*** Block opens ***

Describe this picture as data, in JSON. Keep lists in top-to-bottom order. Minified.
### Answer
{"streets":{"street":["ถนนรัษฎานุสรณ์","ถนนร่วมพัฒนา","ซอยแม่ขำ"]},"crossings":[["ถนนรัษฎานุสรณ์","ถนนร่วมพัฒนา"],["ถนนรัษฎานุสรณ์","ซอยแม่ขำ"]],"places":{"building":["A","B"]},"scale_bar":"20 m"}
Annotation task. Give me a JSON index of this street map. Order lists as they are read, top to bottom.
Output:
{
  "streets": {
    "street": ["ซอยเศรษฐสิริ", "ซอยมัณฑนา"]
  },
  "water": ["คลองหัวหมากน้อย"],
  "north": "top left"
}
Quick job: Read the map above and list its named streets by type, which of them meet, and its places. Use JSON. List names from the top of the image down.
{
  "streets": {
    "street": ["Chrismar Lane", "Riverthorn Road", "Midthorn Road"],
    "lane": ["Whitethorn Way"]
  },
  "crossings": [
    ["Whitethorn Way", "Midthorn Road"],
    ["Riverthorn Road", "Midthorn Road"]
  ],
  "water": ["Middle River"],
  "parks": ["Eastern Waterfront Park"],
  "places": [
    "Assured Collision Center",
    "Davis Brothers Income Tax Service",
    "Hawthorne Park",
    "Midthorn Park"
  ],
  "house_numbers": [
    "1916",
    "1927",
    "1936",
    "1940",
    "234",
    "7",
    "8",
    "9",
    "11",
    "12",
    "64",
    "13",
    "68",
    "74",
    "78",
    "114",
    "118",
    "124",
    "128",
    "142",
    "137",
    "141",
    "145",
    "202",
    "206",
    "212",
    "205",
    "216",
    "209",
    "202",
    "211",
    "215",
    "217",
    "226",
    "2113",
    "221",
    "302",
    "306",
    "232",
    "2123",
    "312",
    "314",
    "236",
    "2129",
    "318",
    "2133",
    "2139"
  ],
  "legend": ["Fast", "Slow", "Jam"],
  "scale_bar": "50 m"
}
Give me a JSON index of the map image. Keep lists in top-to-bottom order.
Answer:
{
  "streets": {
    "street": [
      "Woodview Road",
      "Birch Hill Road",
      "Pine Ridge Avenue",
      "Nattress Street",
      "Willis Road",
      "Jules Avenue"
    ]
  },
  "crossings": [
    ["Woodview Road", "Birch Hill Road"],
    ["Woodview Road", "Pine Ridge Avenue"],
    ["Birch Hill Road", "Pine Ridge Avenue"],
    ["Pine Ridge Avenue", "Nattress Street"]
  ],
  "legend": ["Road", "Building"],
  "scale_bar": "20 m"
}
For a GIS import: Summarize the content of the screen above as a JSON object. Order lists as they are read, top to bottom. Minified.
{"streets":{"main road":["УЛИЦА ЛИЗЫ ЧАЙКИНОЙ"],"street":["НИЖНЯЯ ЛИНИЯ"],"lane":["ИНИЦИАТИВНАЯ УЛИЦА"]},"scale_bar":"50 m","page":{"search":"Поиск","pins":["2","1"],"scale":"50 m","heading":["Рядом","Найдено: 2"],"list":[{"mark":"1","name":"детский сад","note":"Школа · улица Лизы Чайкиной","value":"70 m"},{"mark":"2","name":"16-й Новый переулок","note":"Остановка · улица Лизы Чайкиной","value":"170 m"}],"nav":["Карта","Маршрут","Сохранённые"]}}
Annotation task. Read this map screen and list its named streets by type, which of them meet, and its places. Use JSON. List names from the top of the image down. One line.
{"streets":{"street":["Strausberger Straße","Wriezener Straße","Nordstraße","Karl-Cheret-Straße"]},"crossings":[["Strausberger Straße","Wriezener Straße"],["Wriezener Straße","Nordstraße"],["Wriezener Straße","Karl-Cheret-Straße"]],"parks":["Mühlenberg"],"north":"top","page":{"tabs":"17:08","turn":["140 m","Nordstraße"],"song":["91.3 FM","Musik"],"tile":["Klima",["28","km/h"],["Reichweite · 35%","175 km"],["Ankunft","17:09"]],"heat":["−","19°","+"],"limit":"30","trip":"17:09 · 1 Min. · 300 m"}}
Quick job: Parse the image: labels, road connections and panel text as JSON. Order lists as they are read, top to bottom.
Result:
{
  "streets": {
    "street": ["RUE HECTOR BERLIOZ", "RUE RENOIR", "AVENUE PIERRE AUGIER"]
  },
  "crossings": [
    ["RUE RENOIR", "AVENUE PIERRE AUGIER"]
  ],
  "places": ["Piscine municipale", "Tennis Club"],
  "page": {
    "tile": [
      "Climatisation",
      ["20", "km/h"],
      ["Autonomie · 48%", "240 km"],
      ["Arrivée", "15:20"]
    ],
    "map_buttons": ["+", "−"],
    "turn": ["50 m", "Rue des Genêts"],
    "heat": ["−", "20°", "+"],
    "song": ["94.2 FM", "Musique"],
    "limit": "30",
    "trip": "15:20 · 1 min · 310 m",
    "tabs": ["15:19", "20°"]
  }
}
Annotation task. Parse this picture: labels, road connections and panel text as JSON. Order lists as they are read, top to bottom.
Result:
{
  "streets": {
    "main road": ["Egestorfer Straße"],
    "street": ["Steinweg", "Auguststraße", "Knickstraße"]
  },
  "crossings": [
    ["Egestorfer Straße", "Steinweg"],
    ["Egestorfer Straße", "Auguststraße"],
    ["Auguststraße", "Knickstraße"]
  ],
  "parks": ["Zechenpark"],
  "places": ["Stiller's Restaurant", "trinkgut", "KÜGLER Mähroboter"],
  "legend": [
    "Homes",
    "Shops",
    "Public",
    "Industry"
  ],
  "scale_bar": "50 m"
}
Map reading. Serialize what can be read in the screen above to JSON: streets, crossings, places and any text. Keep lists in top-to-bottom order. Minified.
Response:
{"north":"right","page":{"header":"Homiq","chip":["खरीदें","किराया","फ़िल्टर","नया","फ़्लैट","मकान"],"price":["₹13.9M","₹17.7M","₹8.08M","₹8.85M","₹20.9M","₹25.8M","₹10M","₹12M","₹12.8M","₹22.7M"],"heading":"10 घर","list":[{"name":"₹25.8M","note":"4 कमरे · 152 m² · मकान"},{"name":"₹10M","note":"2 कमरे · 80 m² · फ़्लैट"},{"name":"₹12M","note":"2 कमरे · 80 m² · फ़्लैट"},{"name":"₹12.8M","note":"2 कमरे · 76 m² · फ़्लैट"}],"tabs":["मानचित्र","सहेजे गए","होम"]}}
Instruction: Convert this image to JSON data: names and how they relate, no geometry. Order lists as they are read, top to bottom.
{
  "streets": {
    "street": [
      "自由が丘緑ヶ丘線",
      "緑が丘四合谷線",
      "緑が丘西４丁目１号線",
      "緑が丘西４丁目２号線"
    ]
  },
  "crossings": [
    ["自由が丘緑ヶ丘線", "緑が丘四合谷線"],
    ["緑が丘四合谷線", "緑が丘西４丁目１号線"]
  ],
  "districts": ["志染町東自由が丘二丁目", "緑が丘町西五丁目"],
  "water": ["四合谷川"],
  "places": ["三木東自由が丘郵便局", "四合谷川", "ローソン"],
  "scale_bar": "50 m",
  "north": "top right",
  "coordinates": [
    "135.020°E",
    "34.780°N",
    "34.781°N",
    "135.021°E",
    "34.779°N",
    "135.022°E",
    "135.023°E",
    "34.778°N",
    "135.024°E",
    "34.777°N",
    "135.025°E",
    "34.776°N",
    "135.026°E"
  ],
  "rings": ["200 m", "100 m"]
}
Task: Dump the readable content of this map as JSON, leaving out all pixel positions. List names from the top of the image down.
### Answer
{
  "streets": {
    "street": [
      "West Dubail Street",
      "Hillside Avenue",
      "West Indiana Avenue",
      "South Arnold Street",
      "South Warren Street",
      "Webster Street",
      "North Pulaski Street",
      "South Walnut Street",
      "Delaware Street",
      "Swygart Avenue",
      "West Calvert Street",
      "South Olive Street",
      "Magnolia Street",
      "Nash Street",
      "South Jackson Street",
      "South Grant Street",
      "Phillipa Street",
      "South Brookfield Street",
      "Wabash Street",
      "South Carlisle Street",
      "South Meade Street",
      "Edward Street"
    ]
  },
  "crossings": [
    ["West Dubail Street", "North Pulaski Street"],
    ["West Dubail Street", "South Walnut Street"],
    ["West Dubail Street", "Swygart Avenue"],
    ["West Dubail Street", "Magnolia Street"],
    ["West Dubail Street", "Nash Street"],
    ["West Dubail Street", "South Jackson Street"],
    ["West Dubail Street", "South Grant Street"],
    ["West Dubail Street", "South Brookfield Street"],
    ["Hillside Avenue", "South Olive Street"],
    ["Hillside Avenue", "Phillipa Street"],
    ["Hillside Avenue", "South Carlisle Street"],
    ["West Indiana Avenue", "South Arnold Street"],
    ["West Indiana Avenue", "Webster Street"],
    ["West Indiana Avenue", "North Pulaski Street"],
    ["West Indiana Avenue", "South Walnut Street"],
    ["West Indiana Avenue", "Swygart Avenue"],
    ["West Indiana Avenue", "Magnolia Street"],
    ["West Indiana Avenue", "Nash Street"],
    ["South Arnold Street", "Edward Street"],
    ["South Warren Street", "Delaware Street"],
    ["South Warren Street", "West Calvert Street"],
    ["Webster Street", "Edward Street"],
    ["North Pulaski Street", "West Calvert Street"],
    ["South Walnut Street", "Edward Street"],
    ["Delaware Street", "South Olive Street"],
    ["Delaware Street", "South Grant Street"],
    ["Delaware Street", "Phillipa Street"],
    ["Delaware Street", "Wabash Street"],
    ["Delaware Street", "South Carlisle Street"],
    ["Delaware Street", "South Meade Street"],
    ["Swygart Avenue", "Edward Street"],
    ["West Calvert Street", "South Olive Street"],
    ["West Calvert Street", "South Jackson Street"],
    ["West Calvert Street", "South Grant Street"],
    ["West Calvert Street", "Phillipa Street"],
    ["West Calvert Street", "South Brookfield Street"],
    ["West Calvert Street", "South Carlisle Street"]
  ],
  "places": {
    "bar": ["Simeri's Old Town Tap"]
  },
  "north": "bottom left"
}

*** Block closes ***

What you need to do:
Copy every line of the data where "panel" is found.

Worked solution:
Quick job: Parse the image: labels, road connections and panel text as JSON. Order lists as they are read, top to bottom.
Annotation task. Parse this picture: labels, road connections and panel text as JSON. Order lists as they are read, top to bottom.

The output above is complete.